Excerpts from a dataset:
+ + + +

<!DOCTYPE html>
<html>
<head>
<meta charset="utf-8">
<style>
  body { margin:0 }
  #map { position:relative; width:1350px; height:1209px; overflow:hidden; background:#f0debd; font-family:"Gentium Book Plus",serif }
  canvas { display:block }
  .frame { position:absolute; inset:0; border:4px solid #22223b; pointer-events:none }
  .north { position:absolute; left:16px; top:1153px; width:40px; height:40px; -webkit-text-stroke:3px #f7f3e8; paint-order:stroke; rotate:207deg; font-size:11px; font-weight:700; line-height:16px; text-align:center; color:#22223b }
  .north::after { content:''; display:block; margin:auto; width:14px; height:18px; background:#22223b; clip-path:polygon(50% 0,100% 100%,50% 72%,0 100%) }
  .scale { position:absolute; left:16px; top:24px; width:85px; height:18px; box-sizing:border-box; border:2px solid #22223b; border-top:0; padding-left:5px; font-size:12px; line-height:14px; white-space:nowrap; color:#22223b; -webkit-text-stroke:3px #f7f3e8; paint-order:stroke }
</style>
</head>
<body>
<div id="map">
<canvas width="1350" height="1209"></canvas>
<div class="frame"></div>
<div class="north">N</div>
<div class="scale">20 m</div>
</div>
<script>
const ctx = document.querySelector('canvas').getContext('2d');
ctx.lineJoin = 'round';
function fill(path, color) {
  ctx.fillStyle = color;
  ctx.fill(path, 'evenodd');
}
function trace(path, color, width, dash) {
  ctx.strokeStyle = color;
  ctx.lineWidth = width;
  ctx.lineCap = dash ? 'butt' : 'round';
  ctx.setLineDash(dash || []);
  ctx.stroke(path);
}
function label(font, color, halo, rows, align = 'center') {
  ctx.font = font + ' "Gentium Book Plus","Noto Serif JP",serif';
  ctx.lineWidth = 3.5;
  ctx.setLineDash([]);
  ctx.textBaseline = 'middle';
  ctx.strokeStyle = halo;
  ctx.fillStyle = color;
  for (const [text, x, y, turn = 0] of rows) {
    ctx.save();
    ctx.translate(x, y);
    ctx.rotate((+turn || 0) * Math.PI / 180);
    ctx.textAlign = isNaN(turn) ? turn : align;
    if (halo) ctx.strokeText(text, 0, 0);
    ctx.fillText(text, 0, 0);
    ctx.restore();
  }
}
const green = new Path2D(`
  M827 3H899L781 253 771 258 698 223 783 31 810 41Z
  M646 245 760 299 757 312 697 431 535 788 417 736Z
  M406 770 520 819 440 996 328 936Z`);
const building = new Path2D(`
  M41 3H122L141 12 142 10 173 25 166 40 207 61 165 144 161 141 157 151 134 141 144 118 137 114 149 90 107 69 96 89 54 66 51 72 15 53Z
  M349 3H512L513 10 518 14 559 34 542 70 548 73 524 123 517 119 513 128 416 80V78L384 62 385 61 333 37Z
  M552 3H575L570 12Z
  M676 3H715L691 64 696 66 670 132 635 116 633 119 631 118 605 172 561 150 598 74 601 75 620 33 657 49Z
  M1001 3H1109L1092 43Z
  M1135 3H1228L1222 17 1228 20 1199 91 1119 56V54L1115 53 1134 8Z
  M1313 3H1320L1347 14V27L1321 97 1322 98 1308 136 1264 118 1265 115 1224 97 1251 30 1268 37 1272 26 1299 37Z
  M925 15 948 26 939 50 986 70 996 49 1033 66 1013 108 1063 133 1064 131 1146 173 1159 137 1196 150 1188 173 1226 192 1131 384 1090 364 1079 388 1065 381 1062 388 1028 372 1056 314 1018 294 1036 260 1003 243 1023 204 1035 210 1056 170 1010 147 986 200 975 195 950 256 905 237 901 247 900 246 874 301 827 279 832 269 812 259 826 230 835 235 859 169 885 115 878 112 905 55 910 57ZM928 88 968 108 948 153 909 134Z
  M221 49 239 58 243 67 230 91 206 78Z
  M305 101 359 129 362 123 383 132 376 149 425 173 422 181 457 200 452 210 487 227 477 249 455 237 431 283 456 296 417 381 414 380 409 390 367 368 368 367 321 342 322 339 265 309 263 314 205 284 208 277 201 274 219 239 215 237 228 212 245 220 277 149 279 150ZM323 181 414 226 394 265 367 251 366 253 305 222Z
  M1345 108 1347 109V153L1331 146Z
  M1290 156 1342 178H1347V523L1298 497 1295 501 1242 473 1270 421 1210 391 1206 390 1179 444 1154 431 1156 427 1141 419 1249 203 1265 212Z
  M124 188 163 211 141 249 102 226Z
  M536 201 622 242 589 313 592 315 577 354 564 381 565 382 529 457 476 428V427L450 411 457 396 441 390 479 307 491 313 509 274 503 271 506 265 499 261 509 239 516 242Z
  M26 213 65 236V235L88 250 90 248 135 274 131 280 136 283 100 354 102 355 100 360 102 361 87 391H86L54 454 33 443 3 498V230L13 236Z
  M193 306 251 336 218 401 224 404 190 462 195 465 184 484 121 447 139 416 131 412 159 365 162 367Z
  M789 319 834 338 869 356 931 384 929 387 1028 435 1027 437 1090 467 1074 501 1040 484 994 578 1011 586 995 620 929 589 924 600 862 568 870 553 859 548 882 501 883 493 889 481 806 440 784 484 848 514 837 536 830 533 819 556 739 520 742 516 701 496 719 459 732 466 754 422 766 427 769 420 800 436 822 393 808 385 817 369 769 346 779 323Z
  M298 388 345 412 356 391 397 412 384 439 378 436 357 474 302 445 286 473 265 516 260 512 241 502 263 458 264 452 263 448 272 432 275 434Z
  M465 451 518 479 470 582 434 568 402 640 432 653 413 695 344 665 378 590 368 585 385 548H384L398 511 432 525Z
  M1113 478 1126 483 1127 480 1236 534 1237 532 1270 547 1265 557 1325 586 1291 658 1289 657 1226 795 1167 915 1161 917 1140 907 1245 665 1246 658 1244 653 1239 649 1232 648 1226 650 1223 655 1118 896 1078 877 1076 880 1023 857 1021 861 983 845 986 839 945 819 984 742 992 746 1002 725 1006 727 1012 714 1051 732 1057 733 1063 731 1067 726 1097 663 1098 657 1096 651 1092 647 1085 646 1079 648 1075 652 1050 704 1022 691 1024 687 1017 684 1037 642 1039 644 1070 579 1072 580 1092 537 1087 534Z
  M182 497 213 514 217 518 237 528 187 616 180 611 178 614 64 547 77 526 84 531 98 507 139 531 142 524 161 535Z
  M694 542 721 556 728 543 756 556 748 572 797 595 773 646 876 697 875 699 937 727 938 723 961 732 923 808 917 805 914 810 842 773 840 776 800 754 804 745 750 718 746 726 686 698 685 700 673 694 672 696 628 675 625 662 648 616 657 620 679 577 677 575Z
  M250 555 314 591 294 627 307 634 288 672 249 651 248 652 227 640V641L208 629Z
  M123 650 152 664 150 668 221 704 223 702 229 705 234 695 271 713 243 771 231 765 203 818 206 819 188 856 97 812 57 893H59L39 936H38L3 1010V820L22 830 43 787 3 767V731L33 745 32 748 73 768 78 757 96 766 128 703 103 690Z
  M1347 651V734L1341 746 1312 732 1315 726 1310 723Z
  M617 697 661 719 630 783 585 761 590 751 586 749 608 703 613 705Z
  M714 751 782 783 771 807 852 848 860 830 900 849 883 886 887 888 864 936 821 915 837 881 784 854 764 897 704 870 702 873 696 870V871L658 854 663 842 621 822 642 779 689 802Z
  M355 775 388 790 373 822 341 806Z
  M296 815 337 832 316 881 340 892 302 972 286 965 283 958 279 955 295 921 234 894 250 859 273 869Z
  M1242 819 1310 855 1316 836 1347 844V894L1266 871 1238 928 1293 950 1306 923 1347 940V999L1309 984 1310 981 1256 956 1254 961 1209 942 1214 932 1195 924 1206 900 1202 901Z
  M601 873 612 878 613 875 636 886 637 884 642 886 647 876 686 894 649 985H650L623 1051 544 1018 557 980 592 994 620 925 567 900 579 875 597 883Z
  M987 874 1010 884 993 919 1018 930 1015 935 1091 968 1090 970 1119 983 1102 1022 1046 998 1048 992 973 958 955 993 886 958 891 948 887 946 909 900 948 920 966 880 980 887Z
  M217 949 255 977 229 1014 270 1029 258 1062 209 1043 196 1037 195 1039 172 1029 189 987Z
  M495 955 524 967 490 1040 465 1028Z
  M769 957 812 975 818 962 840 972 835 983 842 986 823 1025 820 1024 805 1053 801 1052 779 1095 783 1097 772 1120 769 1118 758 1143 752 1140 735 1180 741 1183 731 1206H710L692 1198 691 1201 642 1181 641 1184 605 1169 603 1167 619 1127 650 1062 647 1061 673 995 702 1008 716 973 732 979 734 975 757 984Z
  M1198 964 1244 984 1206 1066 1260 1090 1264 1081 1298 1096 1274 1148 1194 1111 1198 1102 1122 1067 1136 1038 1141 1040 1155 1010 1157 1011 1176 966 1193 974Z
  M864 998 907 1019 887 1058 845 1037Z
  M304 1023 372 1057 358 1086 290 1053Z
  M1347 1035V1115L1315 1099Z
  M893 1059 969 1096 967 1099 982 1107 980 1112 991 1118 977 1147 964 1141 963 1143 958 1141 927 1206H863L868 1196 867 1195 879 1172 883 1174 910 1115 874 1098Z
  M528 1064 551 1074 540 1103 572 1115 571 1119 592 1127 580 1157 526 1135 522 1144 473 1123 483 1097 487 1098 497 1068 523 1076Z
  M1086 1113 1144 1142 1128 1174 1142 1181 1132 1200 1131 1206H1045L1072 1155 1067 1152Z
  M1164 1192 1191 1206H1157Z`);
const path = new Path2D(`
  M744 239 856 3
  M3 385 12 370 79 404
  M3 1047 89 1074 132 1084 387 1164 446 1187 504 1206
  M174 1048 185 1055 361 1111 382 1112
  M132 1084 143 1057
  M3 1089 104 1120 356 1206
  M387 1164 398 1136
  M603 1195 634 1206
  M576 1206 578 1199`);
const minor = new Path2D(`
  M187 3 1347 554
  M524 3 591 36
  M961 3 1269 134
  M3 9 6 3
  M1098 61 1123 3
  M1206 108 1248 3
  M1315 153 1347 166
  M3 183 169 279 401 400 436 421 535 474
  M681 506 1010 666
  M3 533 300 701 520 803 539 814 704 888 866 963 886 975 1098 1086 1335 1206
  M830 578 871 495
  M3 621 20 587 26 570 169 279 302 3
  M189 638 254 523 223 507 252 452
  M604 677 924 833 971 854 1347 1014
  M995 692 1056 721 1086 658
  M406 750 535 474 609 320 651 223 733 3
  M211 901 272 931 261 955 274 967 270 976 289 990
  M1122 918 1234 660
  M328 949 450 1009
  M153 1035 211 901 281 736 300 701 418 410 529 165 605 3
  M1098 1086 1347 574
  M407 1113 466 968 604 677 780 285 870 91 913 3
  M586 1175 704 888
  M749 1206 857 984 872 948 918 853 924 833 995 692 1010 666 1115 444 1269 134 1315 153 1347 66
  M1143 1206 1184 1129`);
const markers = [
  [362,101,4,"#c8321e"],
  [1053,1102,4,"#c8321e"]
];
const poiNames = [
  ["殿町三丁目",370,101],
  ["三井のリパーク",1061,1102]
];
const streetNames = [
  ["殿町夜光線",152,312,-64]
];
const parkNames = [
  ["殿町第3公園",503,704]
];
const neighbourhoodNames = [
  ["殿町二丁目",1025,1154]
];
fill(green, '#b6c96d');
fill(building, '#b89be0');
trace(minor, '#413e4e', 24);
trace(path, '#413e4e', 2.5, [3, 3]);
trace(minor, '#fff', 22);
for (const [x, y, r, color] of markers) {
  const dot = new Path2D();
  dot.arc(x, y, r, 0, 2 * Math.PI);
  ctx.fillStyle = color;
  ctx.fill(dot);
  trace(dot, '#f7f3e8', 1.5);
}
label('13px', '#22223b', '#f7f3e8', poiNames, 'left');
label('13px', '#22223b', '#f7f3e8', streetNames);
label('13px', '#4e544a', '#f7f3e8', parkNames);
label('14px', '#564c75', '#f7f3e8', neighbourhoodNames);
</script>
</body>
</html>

+ + + +

Would you retype the lines above from the one with "position:absolute; inset:0; border:4px" down to the one with "position:absolute; left:16px; top:1153px;", word for word, both ends included and no other lines?

EXERCISE RESPONSE:
  .frame { position:absolute; inset:0; border:4px solid #22223b; pointer-events:none }
  .north { position:absolute; left:16px; top:1153px; width:40px; height:40px; -webkit-text-stroke:3px #f7f3e8; paint-order:stroke; rotate:207deg; font-size:11px; font-weight:700; line-height:16px; text-align:center; color:#22223b }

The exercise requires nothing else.